:: DATA RECORDS
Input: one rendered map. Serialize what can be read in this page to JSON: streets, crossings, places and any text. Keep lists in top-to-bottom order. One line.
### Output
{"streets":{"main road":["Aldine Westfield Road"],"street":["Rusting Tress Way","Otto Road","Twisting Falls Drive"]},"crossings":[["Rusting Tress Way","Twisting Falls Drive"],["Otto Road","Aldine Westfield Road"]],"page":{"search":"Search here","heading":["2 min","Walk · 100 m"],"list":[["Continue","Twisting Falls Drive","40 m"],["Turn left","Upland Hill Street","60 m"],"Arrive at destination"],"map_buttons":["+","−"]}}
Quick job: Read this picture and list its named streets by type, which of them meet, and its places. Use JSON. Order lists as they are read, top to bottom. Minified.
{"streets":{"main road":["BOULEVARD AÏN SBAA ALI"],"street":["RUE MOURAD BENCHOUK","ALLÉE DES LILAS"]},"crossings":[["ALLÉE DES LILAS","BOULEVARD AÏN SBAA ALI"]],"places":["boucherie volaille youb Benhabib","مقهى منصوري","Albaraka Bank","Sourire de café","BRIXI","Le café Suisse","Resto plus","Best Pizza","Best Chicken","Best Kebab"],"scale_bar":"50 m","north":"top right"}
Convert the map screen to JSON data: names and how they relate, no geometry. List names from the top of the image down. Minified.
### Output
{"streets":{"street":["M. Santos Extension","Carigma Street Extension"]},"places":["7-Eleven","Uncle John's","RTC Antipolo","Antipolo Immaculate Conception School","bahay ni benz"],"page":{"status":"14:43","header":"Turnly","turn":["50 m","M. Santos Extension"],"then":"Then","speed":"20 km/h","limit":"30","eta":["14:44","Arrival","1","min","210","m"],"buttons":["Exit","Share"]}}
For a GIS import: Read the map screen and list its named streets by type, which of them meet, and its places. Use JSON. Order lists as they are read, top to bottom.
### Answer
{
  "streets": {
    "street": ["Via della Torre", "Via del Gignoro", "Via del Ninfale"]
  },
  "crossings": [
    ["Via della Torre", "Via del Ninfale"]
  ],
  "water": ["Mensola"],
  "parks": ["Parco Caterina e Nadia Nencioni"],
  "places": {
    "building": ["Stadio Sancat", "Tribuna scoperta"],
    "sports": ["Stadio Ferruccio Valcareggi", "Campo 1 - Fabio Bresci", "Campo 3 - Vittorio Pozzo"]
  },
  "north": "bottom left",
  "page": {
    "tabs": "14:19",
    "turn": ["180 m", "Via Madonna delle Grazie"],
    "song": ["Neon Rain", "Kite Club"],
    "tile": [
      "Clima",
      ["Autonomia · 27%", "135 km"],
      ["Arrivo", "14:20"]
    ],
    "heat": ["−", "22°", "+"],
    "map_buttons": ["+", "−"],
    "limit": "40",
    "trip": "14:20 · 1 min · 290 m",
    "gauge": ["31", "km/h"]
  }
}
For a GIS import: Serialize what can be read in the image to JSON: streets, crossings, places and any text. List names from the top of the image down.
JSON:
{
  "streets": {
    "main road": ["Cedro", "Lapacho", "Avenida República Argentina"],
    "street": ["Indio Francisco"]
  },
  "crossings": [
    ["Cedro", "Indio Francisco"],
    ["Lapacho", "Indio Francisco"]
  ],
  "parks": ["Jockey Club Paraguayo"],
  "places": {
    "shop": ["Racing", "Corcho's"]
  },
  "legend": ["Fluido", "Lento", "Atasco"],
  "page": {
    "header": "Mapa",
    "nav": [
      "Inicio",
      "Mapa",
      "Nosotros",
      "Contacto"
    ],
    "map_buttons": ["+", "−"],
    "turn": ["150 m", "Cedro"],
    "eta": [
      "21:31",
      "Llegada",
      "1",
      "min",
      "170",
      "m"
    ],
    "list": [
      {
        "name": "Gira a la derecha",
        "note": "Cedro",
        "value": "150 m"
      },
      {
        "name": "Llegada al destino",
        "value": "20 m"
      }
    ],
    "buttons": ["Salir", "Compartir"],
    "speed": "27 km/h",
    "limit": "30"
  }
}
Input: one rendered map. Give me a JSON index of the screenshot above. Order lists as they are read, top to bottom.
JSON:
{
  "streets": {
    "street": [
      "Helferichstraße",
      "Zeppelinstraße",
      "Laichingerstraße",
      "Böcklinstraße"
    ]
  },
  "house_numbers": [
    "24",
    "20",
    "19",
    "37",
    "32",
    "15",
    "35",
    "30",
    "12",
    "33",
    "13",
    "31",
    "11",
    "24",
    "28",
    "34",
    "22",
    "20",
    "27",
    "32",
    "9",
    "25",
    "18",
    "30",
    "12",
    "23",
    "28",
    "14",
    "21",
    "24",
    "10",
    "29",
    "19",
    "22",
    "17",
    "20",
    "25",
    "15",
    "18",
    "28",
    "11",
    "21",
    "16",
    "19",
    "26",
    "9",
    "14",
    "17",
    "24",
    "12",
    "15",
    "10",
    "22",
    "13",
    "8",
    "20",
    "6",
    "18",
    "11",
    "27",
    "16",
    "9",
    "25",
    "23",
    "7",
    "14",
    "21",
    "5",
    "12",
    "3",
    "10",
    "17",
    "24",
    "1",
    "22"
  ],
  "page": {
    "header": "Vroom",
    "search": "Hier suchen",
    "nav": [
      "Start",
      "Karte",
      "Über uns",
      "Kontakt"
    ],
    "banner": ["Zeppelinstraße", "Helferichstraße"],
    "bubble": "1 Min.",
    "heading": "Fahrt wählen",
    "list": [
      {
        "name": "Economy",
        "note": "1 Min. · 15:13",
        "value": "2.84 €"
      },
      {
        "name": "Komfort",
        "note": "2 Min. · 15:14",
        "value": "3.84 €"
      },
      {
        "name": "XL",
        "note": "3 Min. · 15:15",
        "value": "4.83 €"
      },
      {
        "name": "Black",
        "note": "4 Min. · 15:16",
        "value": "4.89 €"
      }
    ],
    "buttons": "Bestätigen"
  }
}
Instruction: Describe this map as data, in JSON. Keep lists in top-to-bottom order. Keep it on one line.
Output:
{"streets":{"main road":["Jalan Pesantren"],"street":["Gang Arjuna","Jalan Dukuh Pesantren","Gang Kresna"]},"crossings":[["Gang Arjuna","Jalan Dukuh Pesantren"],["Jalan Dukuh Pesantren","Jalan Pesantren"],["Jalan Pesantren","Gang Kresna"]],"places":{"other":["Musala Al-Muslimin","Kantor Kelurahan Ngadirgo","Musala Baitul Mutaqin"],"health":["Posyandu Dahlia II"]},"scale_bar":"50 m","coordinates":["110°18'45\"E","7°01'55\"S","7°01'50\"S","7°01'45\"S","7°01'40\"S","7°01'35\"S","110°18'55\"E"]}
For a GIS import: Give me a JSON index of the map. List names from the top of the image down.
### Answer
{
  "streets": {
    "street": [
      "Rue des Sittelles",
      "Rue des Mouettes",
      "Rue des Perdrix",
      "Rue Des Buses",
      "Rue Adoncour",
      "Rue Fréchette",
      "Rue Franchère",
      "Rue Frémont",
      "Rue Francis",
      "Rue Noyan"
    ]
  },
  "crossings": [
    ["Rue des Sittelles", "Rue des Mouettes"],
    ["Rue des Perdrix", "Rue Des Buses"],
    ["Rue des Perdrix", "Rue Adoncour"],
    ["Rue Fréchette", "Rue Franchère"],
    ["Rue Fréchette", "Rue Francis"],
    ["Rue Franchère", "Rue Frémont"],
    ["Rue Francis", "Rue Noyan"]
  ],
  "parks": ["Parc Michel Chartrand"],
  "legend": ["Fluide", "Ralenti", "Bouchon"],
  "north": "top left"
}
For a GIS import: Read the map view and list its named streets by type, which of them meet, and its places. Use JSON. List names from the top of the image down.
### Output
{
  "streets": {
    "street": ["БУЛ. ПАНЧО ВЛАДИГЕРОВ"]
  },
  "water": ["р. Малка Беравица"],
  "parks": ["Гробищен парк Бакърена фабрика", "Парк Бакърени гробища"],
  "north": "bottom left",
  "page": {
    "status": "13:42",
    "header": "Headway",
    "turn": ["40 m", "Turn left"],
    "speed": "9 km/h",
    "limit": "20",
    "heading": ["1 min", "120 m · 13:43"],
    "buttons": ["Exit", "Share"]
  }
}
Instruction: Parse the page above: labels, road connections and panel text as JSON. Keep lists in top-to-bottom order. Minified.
::::
ABOUT THIS EXERCISE
Every line above that includes the word "Give" should be listed.

WRITTEN RESPONSE
Input: one rendered map. Give me a JSON index of the screenshot above. Order lists as they are read, top to bottom.
For a GIS import: Give me a JSON index of the map. List names from the top of the image down.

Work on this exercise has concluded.